I'm particularly surprised that the mob wasn't even afraid of the troops. They even fought the soldiers. Many soldiers were wounded. The mob threw fuel mixtures onto the armored personnel carriers, setting them on fire. They weren't afraid. They were so sure of their impunity that they attacked our troops. I saw the clashes on February 29 near the airline ticket office, right across from our building. And that mob was fighting with the soldiers. The inhabitants of some of the buildings, also Azerbaijanis, threw rocks at the soldiers from windows and balconies, even cinder blocks and glass tanks. They weren't afraid of them. I say they were sure of their impunity. When we were at the neighbors' and when they were robbing homes near the airline ticket office I called the police at number 3-20-02 and said that they were robbing Armenian apartments and burning homes. And they told me that they knew that they were being burned. During those days no one from the police department came to anyone's aid. No one came to help us, either, to our home, even though perhaps they could have come and saved us.
As we later found out the mob was given free vodka and drugs, near the bus station.

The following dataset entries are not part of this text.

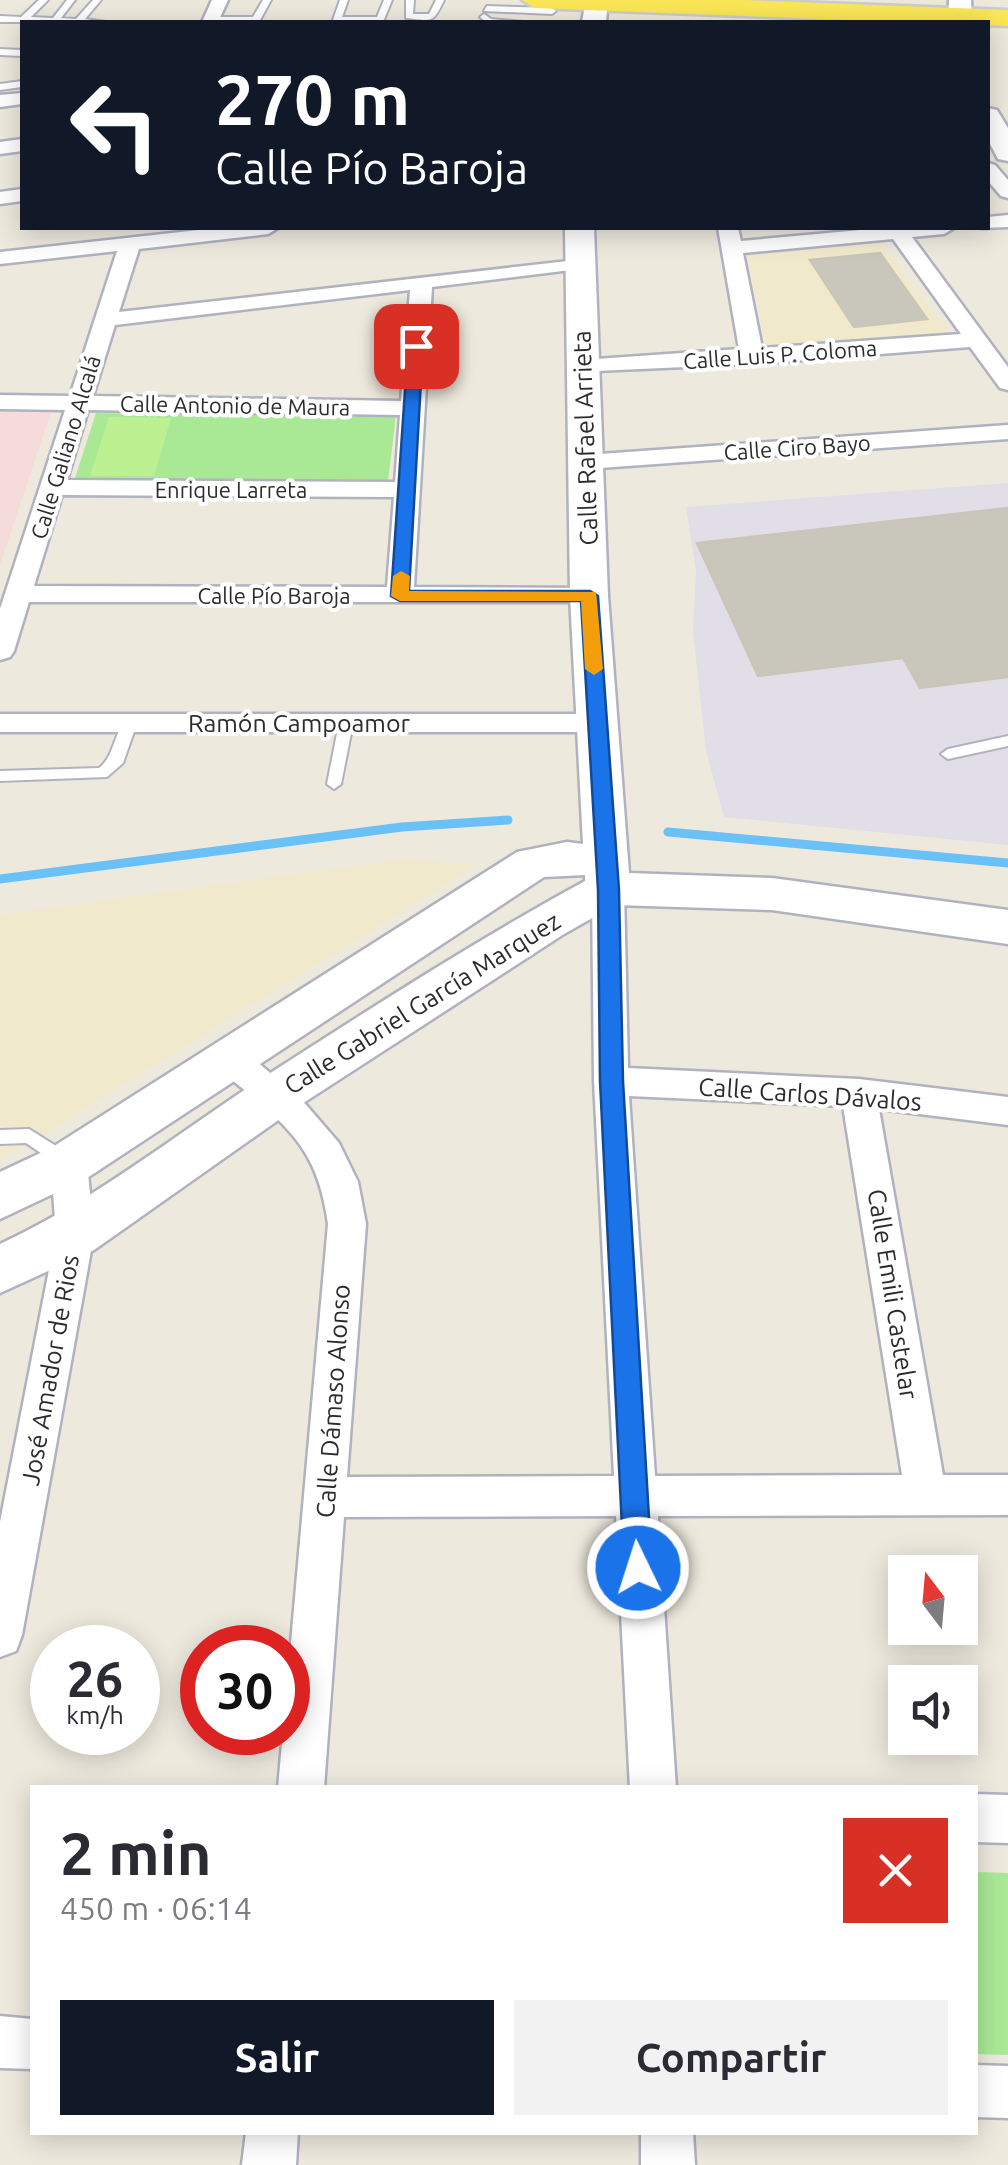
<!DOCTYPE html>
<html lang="es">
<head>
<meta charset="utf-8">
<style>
  body { margin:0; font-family:Ubuntu,sans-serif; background:#f2f2f3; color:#2b2b33; height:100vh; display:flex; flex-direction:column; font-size:38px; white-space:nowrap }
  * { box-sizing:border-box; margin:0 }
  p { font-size:32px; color:#7c7c81 }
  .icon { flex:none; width:55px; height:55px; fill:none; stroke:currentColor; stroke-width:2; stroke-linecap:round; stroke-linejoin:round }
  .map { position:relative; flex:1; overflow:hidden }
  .details { position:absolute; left:30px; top:1785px; width:948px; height:350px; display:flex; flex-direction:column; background:#fff; border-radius:0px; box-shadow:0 5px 25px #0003 }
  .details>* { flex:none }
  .banner { position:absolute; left:20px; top:20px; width:970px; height:210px; border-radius:0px; box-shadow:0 5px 25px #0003; background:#111827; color:#fff; overflow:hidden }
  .needle { width:65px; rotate:344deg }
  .buttons { position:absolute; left:888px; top:1555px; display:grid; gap:20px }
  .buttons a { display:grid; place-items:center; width:90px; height:90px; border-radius:0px; background:#fff; box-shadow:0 5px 25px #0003; font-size:50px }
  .speed { position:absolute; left:30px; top:1625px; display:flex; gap:20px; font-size:50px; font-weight:700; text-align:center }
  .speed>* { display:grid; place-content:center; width:130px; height:130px; border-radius:50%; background:#fff; box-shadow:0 5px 25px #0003; line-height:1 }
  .speed small { font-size:25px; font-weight:400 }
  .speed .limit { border:15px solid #d22; background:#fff; color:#111 }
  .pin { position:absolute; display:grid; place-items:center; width:85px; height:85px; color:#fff; margin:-42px; border-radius:20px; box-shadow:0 5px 15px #0006 }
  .me { position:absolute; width:110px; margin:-55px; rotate:356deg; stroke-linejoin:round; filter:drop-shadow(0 0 8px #0008) }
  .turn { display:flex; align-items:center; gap:35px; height:210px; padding:0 30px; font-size:45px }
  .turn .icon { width:130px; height:130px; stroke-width:2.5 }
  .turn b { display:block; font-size:70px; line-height:85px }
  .round { display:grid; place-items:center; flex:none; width:105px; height:105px; border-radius:0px; background:#f2f2f3 }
  .summary { display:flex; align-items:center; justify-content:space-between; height:170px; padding:0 30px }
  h1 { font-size:60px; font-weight:600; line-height:75px }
  .primary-button { display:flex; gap:20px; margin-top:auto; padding:20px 30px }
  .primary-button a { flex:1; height:115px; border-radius:0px; background:#111827; color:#fff; font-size:40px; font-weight:600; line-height:115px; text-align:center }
  .primary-button a+a { background:#f2f2f3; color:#2b2b33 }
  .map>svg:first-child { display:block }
  .industrial { fill:#e1dee7 }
  .education { fill:#f1e9cc }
  .medical { fill:#f5dcda }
  .green { fill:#a9e996 }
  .pitch { fill:#bdf091 }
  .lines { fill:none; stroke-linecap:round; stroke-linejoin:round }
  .stream { stroke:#69c1f7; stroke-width:9 }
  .building { fill:#c9c7bc; stroke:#cac5b6; stroke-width:2.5 }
  .lane-casing { stroke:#b1b2c0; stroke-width:4 }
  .street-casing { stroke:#b1b2c0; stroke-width:5 }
  .secondary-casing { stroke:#b1b2c0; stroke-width:5 }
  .primary-casing { stroke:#ccc; stroke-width:5 }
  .lane { fill:#fff; fill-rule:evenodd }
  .street { fill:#fff; fill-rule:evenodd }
  .secondary { fill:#fff; fill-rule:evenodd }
  .primary { fill:#fbe756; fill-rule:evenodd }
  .route { fill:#1a73e8; stroke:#114b97; stroke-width:2.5 }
  .slow { fill:#f59e0b }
  .labels { text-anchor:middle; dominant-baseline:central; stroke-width:8; stroke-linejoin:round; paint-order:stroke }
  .far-street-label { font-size:22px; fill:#2c2c2c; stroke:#fff }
  .street-label { font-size:25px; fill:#2c2c2c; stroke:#fff }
</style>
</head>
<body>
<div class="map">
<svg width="1008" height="2165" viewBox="0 0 1008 2165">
  <rect width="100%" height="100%" fill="#eee9dd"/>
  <path class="industrial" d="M1008,483V845L724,817L706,751L693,632L696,571L686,507Z"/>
  <path class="education" d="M879,241L953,337L766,349L747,254Z
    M405,859L477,865L0,1161V915Z"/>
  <path class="medical" d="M0,409H52L0,565Z"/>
  <path class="green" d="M96,413L396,416L388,481L75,478Z
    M975,1872L1008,1873V2055L975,2054Z"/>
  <path class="pitch" d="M109,417L171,418L154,476H90Z"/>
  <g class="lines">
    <path class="stream" d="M668,832L1008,863
      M0,879L402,827L508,820"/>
  </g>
  <path class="building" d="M880,253L927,319L854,327L810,260Z
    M1008,508V677L920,688L903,658L758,676L697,543Z"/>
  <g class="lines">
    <defs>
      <path id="lane" d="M39,0H48L31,17L53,18L67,0H75L61,18L76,19L93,0H101L85,19L106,22H0V16L21,17Z
        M263,0H271L259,22H211L207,20L211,17H253Z
        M340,0H348L342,17H377L384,0H392L383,22H337L333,20Z
        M406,0H414L413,14H429L436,0H444C433,24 432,21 406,18Z
        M487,6L552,8L556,11L552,14L484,11Z
        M484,14L491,19L524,22H486L480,17Z
        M0,49L22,50V56L0,55Z
        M22,81V87L0,90V84Z
        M130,718L137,723L123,763L107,777L0,781V771L99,768C116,755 113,729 130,718Z
        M346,718L353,723L341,784L334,789L327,784L339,723Z
        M1008,736V746L948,759L941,754L948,749Z
        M29,1129L72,1156L75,1161L72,1166H60L26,1143L0,1144V1130Z"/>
      <path id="street" d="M212,0H228L218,22H202Z
        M22,93V104L0,107V95Z
        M22,139V151L0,154V142Z
        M988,163L995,165L1008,180V198L1001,196L988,181Z
        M22,189V201L0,204V192Z
        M1008,215V227L981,228H988V217Z
        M217,228H278L268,234L139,249L119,312L586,259L590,263L579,269L432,287L414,587L589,588L602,596L598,602H29L14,651L10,657L0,660V609L65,410L0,409V395L70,396L117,251L0,264V252ZM410,290L401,401L93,396L115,325ZM88,410L400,415L395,482L67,480ZM62,495L394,497L387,587L34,586Z
        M718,228H738L741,241L883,228H954L944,234L912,237L1008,367V390L1000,388L970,347L752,364L574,372L571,367L582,360L739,349ZM893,239L961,334L762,348L743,253Z
        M1008,425V439L586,469L574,462L586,455Z
        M0,714H597L607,716L611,723L607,730L597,732H0Z
        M608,878L619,881L624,889L628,1068L859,1079L1008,1097V1125L879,1109L943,1475H1008V1515L658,1516L676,1788H630L616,1516L344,1517L324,1788H278L283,1732H288V1677L328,1224C319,1158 297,1134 247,1092C235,1082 220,1073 213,1059L218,1049L230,1046L242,1049L301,1099L339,1143L358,1182L366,1224L347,1477L614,1476L594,1081L592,889L597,881ZM629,1096L843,1106L902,1475L655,1476Z
        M69,1148L82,1152L87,1163L94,1234L22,1635L16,1651L0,1657V1522L56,1234L51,1163L56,1152Z
        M975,1794L1008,1795V1843L975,1842Z
        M0,2016L32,2019V2069L0,2068Z
        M975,2065L1008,2066V2118L975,2117Z
        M246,2132H298L296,2165H242Z
        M641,2132H693L695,2165H641Z"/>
      <path id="secondary" d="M586,0H608L606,22H582Z
        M949,0H971L972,22H948Z
        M988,108L997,110L1008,128V161L998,159L988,140Z
        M565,228H594L608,596L629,873L772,878L1008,910V944L772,910L615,905L564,934L294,1109L94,1250L0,1293V1244C93,1201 173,1137 258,1081C365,1012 473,942 585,881V875L544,877L87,1178L0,1219V1172L51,1148L517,852L567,842L583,844L570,596Z"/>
      <path id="primary" d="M522,0H744L1008,10V26L535,8Z"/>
    </defs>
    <use href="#lane" class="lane-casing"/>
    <use href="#street" class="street-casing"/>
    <use href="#secondary" class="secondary-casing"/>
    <use href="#primary" class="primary-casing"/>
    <use href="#lane" class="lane"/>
    <use href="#street" class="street"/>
    <use href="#secondary" class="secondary"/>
    <use href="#primary" class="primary"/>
  </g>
  <path class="route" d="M416,341L423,346L409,591H590L598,596L619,890L623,1081L652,1568L648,1578L638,1582L628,1578L624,1568L600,1081L598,890L581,601H400L391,596L408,346Z"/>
  <path class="slow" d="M401,571L410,576L409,591L596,592L603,669L594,675L585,669L581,601H400L391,596L393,576Z"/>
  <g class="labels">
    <g class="far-street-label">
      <text transform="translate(780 354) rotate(-4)">Calle Luis P. Coloma</text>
      <text transform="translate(235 405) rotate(1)">Calle Antonio de Maura</text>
      <text transform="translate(65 447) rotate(-73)">Calle Galiano Alcalá</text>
      <text transform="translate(797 447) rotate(-4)">Calle Ciro Bayo</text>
      <text x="231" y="489">Enrique Larreta</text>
      <text x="274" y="595">Calle Pío Baroja</text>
    </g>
    <g class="street-label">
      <text transform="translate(585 438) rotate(-92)">Calle Rafael Arrieta</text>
      <text x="299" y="723">Ramón Campoamor</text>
      <text transform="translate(422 1003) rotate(-32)">Calle Gabriel García Marquez</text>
      <text transform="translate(810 1094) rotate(4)">Calle Carlos Dávalos</text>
      <text transform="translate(893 1294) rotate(81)">Calle Emili Castelar</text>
      <text transform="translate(50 1370) rotate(-80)">José Amador de Rios</text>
      <text transform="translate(333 1401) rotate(-86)">Calle Dámaso Alonso</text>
    </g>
  </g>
</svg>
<div class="buttons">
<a><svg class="needle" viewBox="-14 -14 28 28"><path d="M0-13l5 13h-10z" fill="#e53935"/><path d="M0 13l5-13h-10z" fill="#7c7c81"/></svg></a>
<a><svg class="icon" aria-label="sound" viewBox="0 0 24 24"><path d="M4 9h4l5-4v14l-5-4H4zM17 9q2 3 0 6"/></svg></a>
</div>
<div class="speed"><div>26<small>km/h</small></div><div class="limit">30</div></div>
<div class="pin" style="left:416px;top:346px;background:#d93025"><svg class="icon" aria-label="arrive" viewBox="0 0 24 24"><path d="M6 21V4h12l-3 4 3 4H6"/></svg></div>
<svg class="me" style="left:638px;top:1568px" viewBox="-20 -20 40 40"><circle r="17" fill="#1a73e8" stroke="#fff" stroke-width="3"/><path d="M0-11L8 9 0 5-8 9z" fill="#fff"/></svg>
<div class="banner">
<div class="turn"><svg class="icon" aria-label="left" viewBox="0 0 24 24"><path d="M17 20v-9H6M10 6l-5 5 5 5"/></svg><div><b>270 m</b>Calle Pío Baroja</div></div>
</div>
<section class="details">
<div class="summary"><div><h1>2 min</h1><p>450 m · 06:14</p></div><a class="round" style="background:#d93025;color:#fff"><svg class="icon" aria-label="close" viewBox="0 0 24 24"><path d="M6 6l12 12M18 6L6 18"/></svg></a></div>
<div class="primary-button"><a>Salir</a><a>Compartir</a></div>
</section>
</div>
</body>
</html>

Rocks were distributed in all parts of town to be thrown and used in fighting. So I think all of it was arranged in advance. They even knew in which buildings and apartments the Armenians lived, on which floors—they had lists, the bandits. You can tell that the "operation" was planned in advance.
Thanks, of course, to our troops, to the country's leadership, and to the leadership of the Ministry of Defense for helping us, thanks to the Russian people, because the majority of the troops were Russians, and the troops suf¬fered losses, too. I want to express this gratitude in the name of my family and in the name of all Armenians, and in the name of all Sumgait Armenians. For coming in time and averting terrible things: worse would have happened if that mob had not been stopped on time.
At present an investigation is being conducted on the part of the USSR Procuracy. I want to say that those bandits should receive the severest possi¬ble punishment, because if they don't, the tragedy, the genocide, could hap¬pen again. Everyone should see that the most severe punishment is meted out for such deeds.
Very many bandits and hardened hooligans took part in the unrest, in the mass disturbances. The mobs were huge. At present not all of them have been caught, very few of them have been, I think, judging by the newspaper reports. There were around 80 people near our building alone, that's how many people took part in the pogrom of our building all in all.
They should all receive the most severe punishment so that others see hat retribution awaits those who perform such acts.